Force majeure : En cas de force majeure, comme un accident, une maladie grave ou un événement imprévisible, le contrat peut être résilié.
Accompagnement par le CFA : La rupture peut être facilitée par le Centre de Formation d’Apprentis (CFA), qui peut jouer un rôle de médiateur et d’accompagnement dans le processus.

Est-il possible de suspendre le contrat d’apprentissage ?
En cas de menace sérieuse pour la santé ou l’intégrité physique ou morale de l’apprenti, la suspension du contrat d’apprentissage est envisageable.
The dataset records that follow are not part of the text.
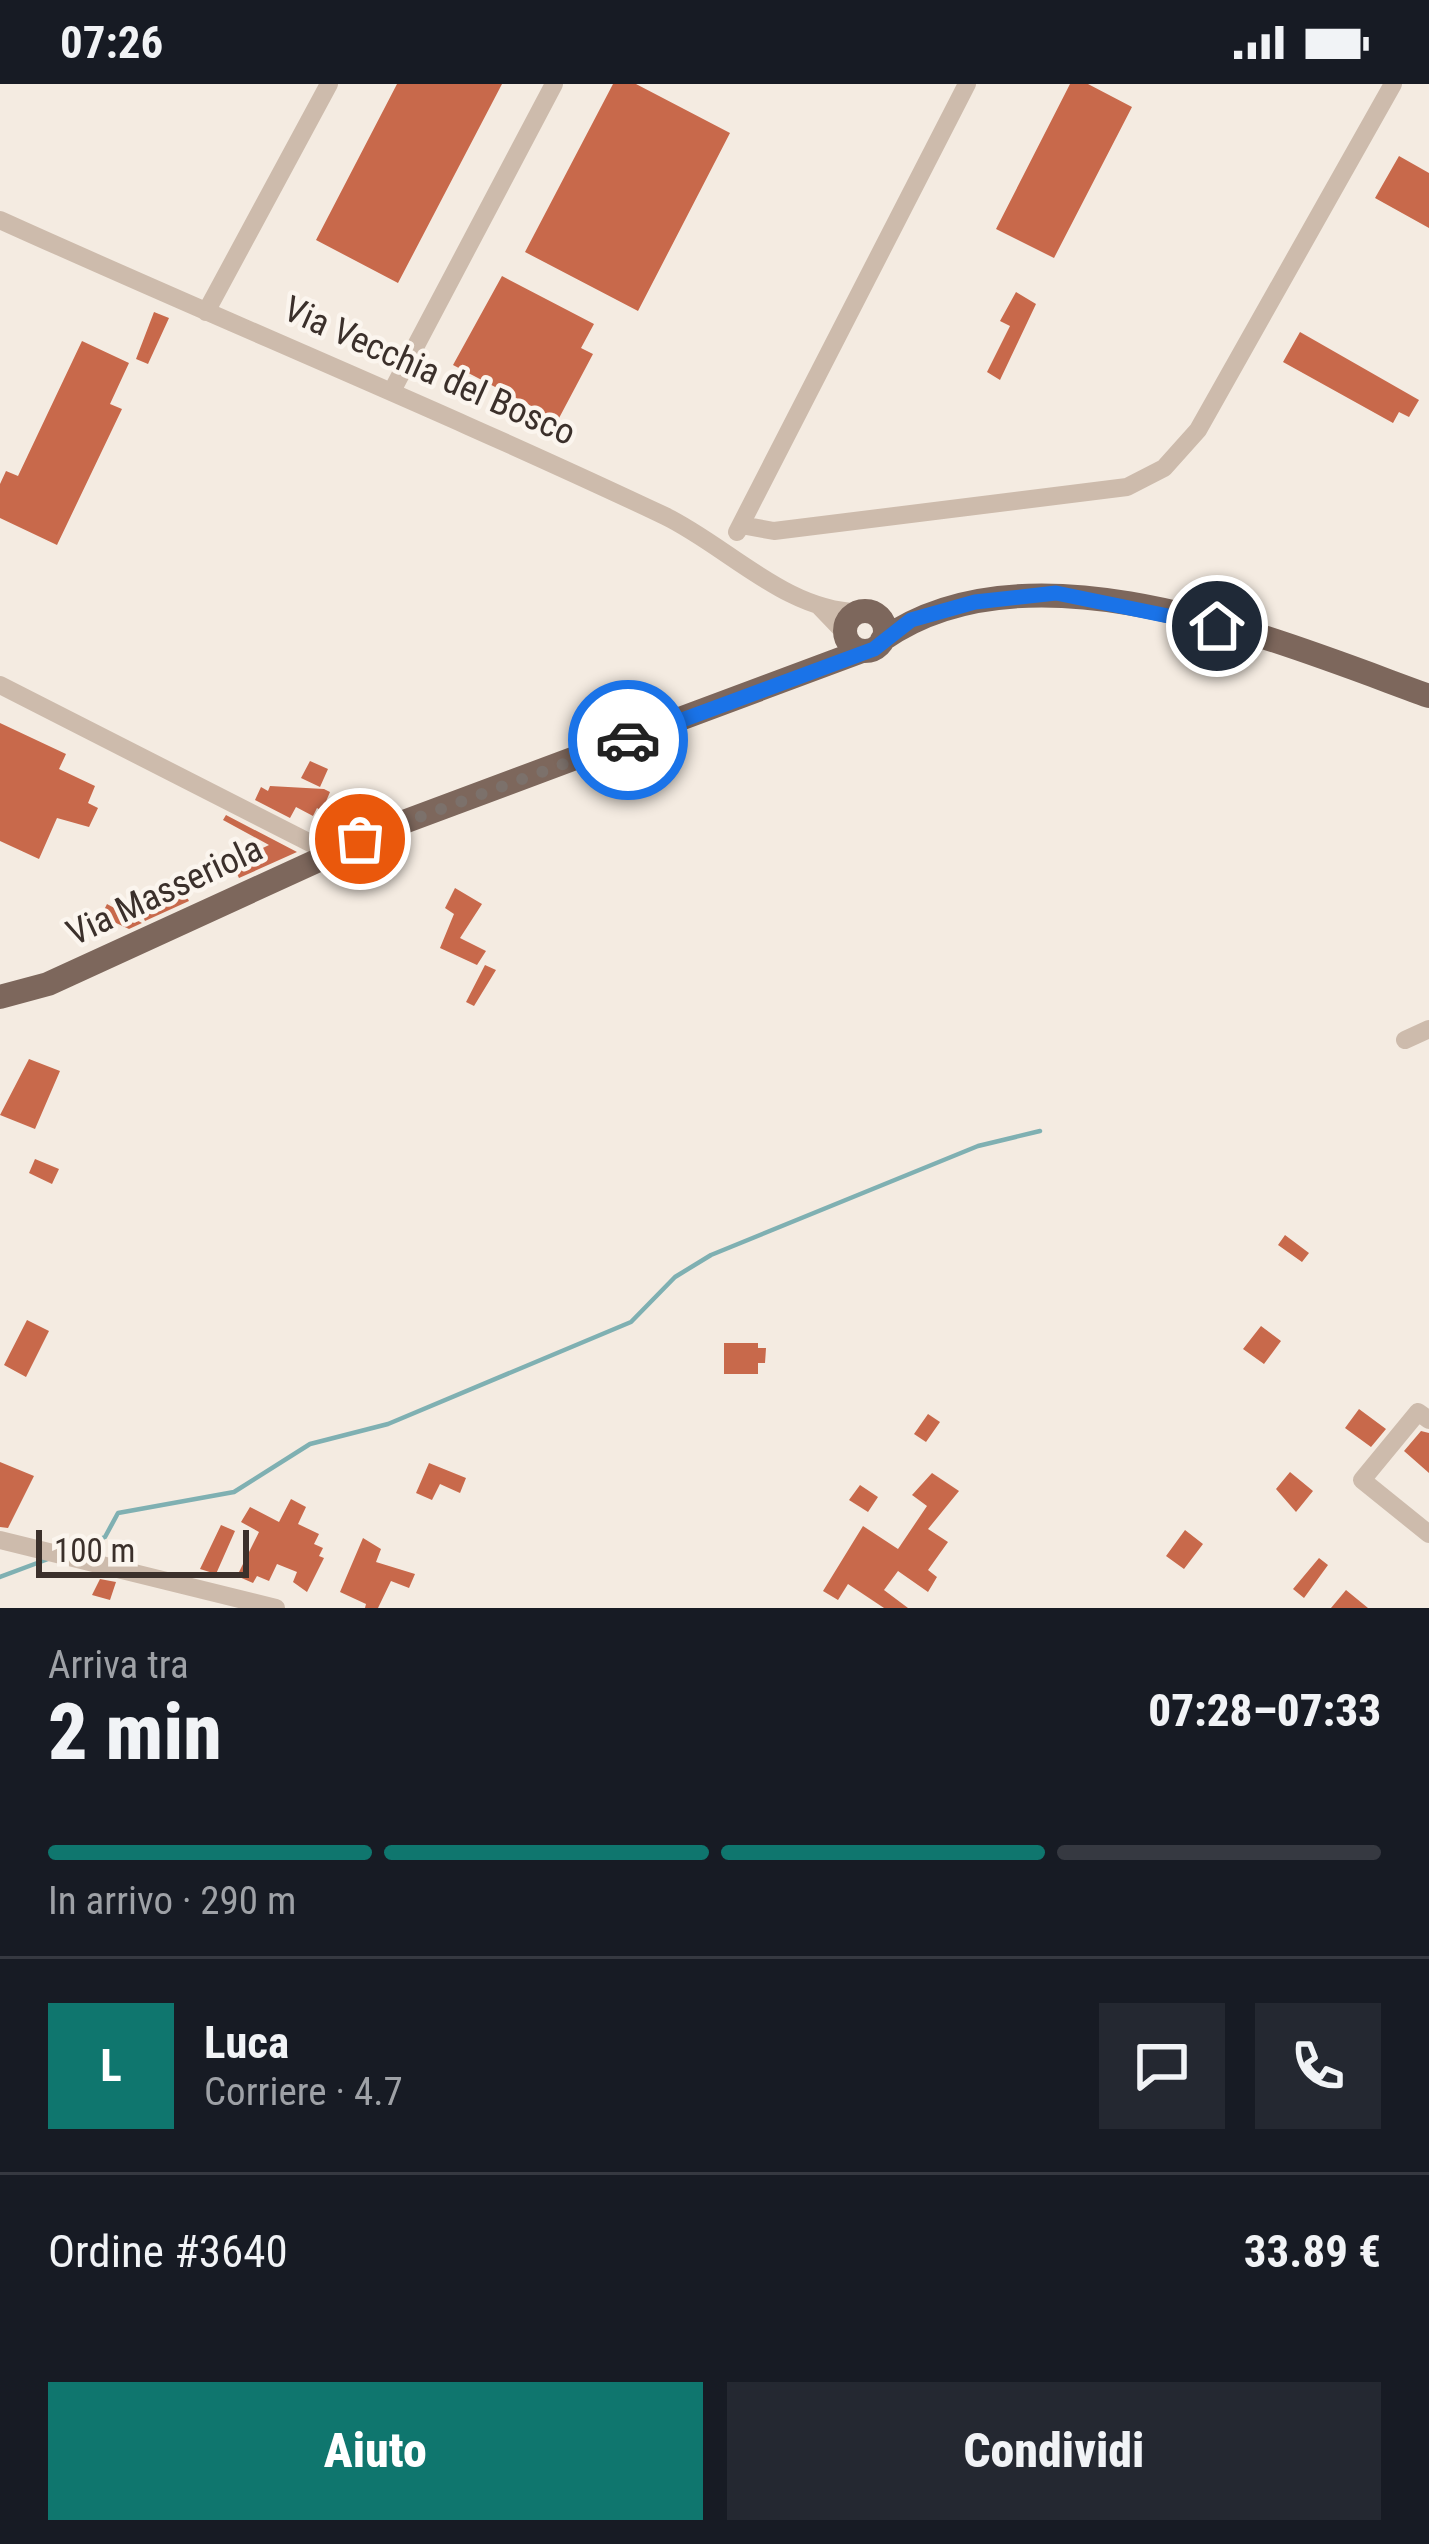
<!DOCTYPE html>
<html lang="it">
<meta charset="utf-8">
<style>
body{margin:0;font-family:"Roboto Condensed",sans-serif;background:#242831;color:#f1f3f6;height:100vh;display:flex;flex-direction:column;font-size:45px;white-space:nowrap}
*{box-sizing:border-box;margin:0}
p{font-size:39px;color:#9ea1a6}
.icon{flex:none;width:66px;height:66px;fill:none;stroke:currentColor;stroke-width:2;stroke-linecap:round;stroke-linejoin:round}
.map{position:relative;height:1524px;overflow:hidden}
.drawer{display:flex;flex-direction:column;background:#171b24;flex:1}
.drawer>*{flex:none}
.scale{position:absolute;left:36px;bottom:30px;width:213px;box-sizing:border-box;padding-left:12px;border:6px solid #3b302b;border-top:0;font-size:33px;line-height:42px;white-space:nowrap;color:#3b302b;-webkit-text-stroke:9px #fbf5ee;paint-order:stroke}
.pin{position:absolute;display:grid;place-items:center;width:102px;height:102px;color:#fff;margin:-51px;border:6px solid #fff;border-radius:50%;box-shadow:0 3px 12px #0007}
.courier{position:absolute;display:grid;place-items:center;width:120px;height:120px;margin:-60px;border:9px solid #1a73e8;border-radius:50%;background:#fff;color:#222;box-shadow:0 3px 15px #0007}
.overview em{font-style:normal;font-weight:800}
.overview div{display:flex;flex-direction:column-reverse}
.overview{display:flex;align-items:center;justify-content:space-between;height:204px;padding:0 48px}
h1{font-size:78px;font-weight:800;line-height:90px}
.bar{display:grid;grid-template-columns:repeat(4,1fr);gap:18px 12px;align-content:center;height:144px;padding:0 48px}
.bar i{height:15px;border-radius:9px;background:#363941}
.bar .current{background:#0f766e}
.bar p{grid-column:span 4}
.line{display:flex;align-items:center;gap:30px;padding:0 48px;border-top:3px solid #363941}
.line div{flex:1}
.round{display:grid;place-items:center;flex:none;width:126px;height:126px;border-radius:0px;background:#242831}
.cta{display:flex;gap:24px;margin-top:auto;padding:24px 48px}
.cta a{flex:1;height:138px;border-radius:0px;background:#0f766e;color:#fff;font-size:48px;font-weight:800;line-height:138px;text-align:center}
.cta a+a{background:#242831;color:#f1f3f6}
.status{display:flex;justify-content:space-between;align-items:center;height:84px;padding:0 60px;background:#171b24;direction:ltr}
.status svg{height:33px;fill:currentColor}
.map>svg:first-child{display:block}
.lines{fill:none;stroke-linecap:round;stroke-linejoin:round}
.stream{stroke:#7fb0b2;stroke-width:4.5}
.building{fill:#c8694b}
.minor{stroke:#cdbbac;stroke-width:18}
.major{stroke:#7d675c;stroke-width:24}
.done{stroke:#7c716b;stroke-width:12;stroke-dasharray:0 21.6}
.route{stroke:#1a73e8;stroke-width:15}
.labels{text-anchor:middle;stroke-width:9;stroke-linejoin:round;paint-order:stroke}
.street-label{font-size:36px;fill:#3b302b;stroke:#fbf5ee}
</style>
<div class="status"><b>07:26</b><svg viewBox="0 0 49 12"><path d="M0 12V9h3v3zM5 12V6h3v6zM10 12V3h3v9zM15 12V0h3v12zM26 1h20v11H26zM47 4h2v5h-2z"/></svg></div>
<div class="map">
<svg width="1429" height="1524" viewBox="0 0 1429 1524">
<rect width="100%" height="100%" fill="#f4ebe1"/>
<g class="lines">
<path class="stream" d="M70,1466L105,1453L118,1429L234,1408L310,1360L388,1340L631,1238L675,1193L711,1171L978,1062L1040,1047
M0,1493L48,1475"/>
</g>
<path class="building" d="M397,0H502L398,199L316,156Z
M613,0H636L730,49L638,227L525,168Z
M1070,0H1088L1132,23L1054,174L996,145Z
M1399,72L1429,89V144L1375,114Z
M502,192L594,240L581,264L593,270L558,336L453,281Z
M1016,208L1036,220L1000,296L987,288L1010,242L1000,237Z
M154,228L169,234L148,280L136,275Z
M1300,248L1419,316L1409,333L1399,328L1393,339L1283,278Z
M82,257L129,279L110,320L122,325L57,461L0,434V400L6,387L18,392Z
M0,639L66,670L59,685L95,702L88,719L98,724L89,743L57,734L39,775L0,757Z
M310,677L328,685L320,703L301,694Z
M270,702L324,705L330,708L322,727L317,724L313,732L296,723L290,734L255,716L261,703L268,707Z
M226,731L297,768L239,794L232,779L269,761L223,736Z
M180,801L189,817L145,837L138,822Z
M455,804L482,820L460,854L486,867L477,881L440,864L454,830L445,824Z
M107,820L142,839L129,845L101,832Z
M485,881L496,886L474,922L466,918Z
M29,975L60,987L35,1045L0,1031Z
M35,1075L59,1085L52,1100L29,1089Z
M1285,1151L1309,1169L1302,1178L1278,1161Z
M27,1236L49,1247L26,1293L4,1281Z
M1261,1242L1281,1257L1264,1280L1243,1265Z
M724,1259H758V1264H766L765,1279H758V1290H724Z
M1359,1325L1386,1345L1371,1363L1345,1344Z
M928,1330L940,1338L926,1358L914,1350Z
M1421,1347L1429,1349V1389L1404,1367Z
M0,1378L34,1392L8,1444L0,1443Z
M429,1379L466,1394L460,1409L440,1400L432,1416L416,1409Z
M1290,1388L1313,1407L1296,1428L1276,1405Z
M932,1389L959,1407L928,1445L948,1458L928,1486L937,1493L928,1508L898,1487L884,1506L908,1524H884L848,1500L838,1516L823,1507L863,1442L898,1465L927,1422L912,1411Z
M860,1401L878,1413L868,1428L849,1416Z
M291,1415L306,1423L298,1440L319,1450L314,1460L323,1464L319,1472L324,1474L307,1508L293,1498L297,1488L277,1480L269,1497L257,1492L253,1499L237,1492L259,1448L241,1438L250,1423L279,1438Z
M221,1441L235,1447L216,1490L200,1485Z
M1185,1446L1203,1460L1184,1485L1166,1472Z
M363,1454L381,1465L376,1478L415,1490L409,1504L391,1497L378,1524H365L366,1520L340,1508Z
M1319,1474L1328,1481L1304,1514L1293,1505Z
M100,1495L116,1498L110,1516L92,1511Z
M1346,1506L1368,1524H1331Z"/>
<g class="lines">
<path class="minor" d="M0,136C221,236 445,328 665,432C727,462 786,527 858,528
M206,228L329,0
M393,305L554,0
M741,441L774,447L1127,403L1164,384L1198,346L1393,0
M737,448L967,0
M820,523L844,548
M0,601L328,768
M1405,956L1429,945
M1429,1336L1418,1328L1362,1396L1429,1450
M0,1456L276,1524"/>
<path class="major" d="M845 547a20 20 0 1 1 40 0a20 20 0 1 1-40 0Z
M882,556C1030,451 1277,557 1429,612
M0,913L48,900L393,742L862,567"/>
</g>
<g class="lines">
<path class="done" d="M360,755L628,656"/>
<path class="route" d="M628,656L874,565L911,536L975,518L1056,509L1217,542"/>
</g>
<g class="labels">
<g class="street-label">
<text transform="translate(430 286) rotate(24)" y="13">Via Vecchia del Bosco</text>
<text transform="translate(164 806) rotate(-25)" y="13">Via Masseriola</text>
</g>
</g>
</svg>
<div class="scale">100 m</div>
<div class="pin" style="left:360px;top:755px;background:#ea580c"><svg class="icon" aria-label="bag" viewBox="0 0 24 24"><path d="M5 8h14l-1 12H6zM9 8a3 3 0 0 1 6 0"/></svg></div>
<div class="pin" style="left:1217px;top:542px;background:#1f2937"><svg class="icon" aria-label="home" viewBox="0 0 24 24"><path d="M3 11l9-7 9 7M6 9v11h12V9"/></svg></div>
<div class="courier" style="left:628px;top:656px"><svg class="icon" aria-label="car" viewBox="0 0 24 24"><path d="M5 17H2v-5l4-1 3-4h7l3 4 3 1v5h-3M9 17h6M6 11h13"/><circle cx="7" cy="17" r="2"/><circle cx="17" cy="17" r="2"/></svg></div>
</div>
<section class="drawer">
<div class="overview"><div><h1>2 min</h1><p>Arriva tra</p></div><em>07:28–07:33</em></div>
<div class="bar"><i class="current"></i><i class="current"></i><i class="current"></i><i></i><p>In arrivo · 290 m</p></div>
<div class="line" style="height:216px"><b class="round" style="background:#0f766e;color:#fff">L</b><div><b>Luca</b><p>Corriere · 4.7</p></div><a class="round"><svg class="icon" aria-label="chat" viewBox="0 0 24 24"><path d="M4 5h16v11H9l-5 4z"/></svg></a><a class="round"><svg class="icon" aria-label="phone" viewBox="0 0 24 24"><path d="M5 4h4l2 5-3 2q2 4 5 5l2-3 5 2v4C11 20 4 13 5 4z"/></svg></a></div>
<div class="line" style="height:156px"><div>Ordine #3640</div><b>33.89 €</b></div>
<div class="cta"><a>Aiuto</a><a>Condividi</a></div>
</section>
Les situations pouvant entraîner cette mesure incluent notamment des cas de :
- Brutalité
- Violences physique ou morale
- Insultes, humiliations
- Non conformité des installations de l’entreprise
- Harcèlement moral
- Harcèlement sexuel
Une enquête doit être ouverte dans ces cas de figure par l’inspecteur du travail. Il peut alors recommander la suspension du contrat d’apprentissage au directeur départemental chargé de l’emploi, du travail et des solidarités (DDETS ou DDETSPP). L’employeur est informé de cette suspension, pendant laquelle la rémunération de l’apprenti est maintenue, et ce dernier continue sa formation générale en CFA.
En outre, il revient au directeur départemental de prendre une décision quant à la reprise ou non de l’exécution du contrat d’apprentissage. La décision doit être rendue dans les 15 jours suivant le constat. Si la DDETS ou DDETSPP refuse le retour de l’apprenti dans son entreprise, le contrat d’apprentissage est automatiquement rompu. Le CFA est donc tenu de trouver un nouvel employeur à l’apprenti.
Pour terminer, la rupture d’un contrat d’apprentissage respecte certaines règles spécifiques. Elle peut se faire à l’initiative de l’employeur ou l’apprenti. Dans l’un ou l’autre des cas, il est nécessaire de trouver le juste milieu. En tant qu’apprenti, vous devez informer votre employeur de manière professionnelle et respectueuse. Exposez clairement les motifs de votre choix dans les délais impartis par le Code du travail.